ACTIVITY >> What is the number of lines in the data that contain "position"? Nothing besides that number, please.

Saved data entries
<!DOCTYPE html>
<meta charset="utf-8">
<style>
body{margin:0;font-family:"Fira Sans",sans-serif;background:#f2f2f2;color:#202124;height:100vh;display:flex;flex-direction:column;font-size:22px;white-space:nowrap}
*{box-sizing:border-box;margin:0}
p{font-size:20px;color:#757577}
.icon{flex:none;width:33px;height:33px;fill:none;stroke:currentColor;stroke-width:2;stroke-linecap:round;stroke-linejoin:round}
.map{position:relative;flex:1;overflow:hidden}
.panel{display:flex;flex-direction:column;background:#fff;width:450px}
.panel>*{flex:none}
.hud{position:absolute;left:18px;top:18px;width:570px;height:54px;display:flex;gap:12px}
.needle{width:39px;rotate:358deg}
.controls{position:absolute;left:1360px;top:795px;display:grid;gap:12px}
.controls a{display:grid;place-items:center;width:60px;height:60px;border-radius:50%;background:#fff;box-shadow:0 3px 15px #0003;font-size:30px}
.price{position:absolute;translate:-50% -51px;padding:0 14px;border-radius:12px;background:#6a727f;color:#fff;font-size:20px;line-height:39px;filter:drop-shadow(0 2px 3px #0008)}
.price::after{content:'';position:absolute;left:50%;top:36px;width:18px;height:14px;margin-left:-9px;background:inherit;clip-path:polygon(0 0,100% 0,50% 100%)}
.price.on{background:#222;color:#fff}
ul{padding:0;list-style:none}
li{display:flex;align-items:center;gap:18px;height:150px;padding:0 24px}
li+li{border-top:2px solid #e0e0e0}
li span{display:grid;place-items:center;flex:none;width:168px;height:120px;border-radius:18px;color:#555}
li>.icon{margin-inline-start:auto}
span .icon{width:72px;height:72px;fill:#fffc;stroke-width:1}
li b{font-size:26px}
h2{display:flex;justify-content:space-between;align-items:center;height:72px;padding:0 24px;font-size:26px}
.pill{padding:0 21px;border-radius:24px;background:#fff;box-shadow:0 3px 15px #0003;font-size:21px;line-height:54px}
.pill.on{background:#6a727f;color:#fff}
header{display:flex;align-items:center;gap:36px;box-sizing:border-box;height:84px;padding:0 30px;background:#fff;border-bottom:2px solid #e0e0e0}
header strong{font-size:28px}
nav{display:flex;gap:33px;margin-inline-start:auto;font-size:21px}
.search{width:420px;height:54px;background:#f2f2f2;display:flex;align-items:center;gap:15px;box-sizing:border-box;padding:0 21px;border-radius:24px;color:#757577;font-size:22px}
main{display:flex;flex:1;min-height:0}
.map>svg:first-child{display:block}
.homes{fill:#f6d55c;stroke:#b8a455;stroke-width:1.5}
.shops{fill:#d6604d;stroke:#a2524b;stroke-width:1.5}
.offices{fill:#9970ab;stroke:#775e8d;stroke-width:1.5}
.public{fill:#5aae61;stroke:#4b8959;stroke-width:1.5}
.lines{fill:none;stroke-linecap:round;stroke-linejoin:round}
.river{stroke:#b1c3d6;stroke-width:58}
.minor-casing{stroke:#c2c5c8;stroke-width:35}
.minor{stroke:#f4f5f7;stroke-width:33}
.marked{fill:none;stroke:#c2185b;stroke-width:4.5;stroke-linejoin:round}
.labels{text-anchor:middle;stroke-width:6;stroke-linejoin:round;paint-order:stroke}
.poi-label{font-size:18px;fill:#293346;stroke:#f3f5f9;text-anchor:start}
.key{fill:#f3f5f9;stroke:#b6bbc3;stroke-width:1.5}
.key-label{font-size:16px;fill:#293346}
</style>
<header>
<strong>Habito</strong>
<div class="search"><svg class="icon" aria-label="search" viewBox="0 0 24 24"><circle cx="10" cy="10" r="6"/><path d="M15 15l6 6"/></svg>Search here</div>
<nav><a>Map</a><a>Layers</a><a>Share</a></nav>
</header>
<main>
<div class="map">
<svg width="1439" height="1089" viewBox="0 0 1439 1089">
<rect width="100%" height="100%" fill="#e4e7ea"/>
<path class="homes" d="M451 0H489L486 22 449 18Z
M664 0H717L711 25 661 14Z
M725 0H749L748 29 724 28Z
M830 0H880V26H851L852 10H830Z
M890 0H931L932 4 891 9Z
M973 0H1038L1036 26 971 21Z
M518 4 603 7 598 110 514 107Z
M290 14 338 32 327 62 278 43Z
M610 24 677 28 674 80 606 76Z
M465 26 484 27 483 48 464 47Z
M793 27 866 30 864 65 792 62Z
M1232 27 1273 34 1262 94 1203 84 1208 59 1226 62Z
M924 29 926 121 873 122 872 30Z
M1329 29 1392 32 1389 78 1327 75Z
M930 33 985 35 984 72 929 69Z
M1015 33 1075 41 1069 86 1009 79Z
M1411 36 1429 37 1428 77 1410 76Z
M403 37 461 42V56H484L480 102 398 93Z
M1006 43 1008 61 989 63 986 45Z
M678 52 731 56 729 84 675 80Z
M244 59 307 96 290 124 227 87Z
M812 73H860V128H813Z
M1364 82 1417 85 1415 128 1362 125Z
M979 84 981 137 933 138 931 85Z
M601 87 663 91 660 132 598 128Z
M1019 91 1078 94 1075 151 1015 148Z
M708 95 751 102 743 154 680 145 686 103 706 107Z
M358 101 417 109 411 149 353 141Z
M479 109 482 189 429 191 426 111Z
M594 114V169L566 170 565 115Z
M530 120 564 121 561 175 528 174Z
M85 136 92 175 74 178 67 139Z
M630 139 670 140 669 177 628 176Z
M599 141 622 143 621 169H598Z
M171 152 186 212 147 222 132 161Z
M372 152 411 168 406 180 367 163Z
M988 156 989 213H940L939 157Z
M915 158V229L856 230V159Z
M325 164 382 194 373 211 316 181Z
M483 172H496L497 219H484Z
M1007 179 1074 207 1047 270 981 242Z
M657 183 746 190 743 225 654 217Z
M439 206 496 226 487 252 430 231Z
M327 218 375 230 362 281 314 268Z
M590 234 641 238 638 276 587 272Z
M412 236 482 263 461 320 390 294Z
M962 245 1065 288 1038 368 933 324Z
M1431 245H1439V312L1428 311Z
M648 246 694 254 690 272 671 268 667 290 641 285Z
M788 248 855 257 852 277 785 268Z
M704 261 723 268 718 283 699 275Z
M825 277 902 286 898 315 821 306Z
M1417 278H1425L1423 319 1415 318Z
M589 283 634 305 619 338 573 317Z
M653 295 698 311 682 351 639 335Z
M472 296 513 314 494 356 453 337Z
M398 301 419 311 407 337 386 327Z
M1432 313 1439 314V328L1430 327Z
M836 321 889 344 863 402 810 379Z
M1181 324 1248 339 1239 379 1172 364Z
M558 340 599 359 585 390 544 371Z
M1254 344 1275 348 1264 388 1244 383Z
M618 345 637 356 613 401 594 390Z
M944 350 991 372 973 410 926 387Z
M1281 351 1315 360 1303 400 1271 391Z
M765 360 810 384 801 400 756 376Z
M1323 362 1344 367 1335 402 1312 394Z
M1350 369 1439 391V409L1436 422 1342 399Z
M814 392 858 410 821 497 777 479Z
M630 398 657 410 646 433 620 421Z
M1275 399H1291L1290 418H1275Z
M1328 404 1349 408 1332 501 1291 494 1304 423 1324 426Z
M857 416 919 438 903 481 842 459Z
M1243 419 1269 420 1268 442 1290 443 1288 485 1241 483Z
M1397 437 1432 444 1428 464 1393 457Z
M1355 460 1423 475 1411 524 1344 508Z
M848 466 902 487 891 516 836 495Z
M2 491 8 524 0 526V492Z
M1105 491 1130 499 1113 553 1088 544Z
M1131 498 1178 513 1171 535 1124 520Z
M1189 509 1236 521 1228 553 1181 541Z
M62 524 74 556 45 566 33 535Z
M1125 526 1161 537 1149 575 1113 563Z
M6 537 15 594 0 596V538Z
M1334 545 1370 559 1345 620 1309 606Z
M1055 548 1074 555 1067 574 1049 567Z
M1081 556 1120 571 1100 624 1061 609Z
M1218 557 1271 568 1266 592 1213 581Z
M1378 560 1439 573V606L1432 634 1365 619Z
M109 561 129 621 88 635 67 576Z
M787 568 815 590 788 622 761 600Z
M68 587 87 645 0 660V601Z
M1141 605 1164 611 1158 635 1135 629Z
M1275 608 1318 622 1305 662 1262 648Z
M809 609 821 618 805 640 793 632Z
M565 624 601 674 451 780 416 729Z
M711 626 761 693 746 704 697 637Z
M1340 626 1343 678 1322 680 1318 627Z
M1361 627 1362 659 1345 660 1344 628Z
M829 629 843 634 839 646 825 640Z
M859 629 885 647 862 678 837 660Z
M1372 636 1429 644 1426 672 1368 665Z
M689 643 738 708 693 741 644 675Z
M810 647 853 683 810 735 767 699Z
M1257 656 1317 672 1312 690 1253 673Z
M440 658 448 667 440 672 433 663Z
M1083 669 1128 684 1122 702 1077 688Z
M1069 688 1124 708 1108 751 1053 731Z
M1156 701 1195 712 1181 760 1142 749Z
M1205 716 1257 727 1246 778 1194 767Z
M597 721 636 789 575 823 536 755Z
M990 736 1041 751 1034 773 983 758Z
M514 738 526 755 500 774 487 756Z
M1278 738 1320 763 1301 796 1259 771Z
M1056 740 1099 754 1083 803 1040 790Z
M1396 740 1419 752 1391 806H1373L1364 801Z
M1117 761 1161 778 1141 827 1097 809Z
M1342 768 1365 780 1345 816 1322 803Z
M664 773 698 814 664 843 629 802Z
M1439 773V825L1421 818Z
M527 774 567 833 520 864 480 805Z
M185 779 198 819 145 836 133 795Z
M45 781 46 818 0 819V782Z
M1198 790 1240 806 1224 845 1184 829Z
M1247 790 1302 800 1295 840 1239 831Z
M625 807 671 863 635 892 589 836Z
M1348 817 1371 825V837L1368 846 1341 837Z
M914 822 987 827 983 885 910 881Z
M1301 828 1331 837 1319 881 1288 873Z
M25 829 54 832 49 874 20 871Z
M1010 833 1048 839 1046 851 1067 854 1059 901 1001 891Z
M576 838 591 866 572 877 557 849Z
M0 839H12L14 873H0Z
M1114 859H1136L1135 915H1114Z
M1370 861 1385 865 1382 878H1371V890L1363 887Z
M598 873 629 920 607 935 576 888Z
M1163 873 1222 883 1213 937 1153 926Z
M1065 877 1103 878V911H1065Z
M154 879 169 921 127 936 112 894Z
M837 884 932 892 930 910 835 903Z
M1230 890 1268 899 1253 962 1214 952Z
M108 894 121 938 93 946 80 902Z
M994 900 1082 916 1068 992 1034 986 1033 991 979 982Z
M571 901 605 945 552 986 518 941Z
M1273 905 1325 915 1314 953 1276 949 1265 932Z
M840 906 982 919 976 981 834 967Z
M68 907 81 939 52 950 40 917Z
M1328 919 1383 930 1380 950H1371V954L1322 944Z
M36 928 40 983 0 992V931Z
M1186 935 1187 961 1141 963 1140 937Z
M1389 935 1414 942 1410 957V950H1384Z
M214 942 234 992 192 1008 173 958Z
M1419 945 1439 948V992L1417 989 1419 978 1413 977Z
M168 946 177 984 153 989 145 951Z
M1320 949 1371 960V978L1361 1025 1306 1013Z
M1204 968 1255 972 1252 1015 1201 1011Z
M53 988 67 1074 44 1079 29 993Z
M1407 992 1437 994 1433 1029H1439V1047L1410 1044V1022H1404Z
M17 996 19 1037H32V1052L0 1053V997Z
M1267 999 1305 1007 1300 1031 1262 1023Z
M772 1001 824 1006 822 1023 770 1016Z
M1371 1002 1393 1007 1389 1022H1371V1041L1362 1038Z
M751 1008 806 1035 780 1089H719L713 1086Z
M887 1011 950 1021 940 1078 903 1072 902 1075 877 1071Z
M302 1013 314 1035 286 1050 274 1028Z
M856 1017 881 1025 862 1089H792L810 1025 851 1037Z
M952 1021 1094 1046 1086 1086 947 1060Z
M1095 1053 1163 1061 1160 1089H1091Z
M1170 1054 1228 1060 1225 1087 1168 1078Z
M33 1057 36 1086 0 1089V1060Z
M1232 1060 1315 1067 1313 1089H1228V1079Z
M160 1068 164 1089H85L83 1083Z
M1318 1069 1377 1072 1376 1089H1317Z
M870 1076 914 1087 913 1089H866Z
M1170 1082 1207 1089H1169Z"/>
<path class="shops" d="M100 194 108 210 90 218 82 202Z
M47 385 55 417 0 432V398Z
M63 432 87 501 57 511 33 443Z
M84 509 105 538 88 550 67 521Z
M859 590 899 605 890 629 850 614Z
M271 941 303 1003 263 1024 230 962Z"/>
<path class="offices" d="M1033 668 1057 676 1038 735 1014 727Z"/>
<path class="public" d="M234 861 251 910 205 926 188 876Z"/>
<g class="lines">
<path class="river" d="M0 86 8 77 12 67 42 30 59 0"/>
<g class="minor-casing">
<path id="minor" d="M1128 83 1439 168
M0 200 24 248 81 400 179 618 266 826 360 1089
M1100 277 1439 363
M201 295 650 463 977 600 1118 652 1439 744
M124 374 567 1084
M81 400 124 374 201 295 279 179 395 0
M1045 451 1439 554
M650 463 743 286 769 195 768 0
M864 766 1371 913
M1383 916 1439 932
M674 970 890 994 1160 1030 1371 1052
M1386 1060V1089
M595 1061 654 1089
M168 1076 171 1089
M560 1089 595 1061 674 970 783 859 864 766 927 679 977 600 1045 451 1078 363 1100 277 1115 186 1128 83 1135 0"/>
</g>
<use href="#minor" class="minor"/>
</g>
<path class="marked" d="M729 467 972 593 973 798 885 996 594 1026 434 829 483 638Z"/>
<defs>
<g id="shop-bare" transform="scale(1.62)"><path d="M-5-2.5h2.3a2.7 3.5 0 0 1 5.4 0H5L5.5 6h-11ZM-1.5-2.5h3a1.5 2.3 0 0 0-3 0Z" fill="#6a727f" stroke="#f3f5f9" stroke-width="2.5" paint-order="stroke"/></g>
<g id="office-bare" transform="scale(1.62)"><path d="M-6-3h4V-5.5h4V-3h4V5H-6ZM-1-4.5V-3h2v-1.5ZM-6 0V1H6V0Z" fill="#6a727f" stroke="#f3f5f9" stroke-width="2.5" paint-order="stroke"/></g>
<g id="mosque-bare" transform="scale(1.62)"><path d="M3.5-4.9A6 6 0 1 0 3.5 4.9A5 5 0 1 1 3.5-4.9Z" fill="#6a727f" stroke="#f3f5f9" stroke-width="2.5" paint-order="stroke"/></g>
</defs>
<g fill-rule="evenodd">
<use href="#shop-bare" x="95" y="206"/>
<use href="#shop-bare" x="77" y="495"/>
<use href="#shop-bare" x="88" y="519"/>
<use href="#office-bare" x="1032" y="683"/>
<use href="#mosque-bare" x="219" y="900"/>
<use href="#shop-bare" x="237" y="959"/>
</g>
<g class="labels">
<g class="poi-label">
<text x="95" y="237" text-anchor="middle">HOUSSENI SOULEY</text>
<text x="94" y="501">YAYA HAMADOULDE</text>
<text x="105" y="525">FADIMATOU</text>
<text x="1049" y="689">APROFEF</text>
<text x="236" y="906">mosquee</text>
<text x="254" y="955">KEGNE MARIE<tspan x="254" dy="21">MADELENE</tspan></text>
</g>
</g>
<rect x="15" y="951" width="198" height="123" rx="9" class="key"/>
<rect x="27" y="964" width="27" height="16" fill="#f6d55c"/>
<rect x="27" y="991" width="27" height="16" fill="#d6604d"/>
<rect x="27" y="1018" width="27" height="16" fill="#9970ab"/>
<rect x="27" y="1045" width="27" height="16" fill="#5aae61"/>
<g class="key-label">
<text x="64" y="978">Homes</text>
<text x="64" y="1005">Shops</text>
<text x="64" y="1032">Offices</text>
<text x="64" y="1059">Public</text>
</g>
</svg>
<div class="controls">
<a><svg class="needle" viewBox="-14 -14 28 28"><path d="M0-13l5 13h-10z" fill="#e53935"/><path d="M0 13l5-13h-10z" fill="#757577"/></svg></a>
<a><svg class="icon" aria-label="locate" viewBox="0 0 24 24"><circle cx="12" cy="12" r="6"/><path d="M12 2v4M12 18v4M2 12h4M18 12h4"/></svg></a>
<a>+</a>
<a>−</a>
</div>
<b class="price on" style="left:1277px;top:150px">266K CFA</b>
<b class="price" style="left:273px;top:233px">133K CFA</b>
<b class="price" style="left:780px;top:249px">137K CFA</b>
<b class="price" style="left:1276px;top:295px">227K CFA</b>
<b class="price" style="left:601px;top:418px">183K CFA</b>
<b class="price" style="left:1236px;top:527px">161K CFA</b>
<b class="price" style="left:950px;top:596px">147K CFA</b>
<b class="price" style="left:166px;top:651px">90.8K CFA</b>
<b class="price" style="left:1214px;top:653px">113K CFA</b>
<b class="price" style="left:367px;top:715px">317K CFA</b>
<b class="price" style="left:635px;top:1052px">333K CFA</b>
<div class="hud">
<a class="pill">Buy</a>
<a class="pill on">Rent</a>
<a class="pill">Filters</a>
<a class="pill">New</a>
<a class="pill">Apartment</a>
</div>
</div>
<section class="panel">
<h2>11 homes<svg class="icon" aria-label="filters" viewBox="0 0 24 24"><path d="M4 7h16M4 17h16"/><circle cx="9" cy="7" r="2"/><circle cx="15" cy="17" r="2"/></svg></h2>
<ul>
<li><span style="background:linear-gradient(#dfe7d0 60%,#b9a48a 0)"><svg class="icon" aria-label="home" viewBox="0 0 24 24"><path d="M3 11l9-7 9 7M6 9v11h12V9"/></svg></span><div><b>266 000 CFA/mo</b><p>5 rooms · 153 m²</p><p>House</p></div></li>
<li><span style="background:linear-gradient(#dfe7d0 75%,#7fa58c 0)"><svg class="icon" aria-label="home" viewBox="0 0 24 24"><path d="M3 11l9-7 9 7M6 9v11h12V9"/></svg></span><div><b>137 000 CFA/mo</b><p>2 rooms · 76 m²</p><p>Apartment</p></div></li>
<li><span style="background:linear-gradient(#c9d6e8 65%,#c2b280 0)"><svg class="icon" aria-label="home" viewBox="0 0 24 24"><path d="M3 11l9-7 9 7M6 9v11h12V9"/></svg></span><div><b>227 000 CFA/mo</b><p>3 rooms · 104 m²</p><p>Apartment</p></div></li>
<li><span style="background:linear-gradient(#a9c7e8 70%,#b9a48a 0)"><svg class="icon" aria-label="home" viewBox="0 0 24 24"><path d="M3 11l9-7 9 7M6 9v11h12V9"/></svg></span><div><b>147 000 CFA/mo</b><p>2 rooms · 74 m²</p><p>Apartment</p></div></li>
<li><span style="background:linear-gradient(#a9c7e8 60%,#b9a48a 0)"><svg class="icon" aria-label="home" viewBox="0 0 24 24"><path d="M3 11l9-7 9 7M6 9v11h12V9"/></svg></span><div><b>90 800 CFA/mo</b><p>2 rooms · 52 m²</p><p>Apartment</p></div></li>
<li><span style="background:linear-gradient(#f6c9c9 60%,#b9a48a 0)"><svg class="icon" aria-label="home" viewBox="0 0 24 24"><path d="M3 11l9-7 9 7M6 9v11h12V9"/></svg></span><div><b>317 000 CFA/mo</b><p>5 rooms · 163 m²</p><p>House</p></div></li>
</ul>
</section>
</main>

TASK ANSWER >> 5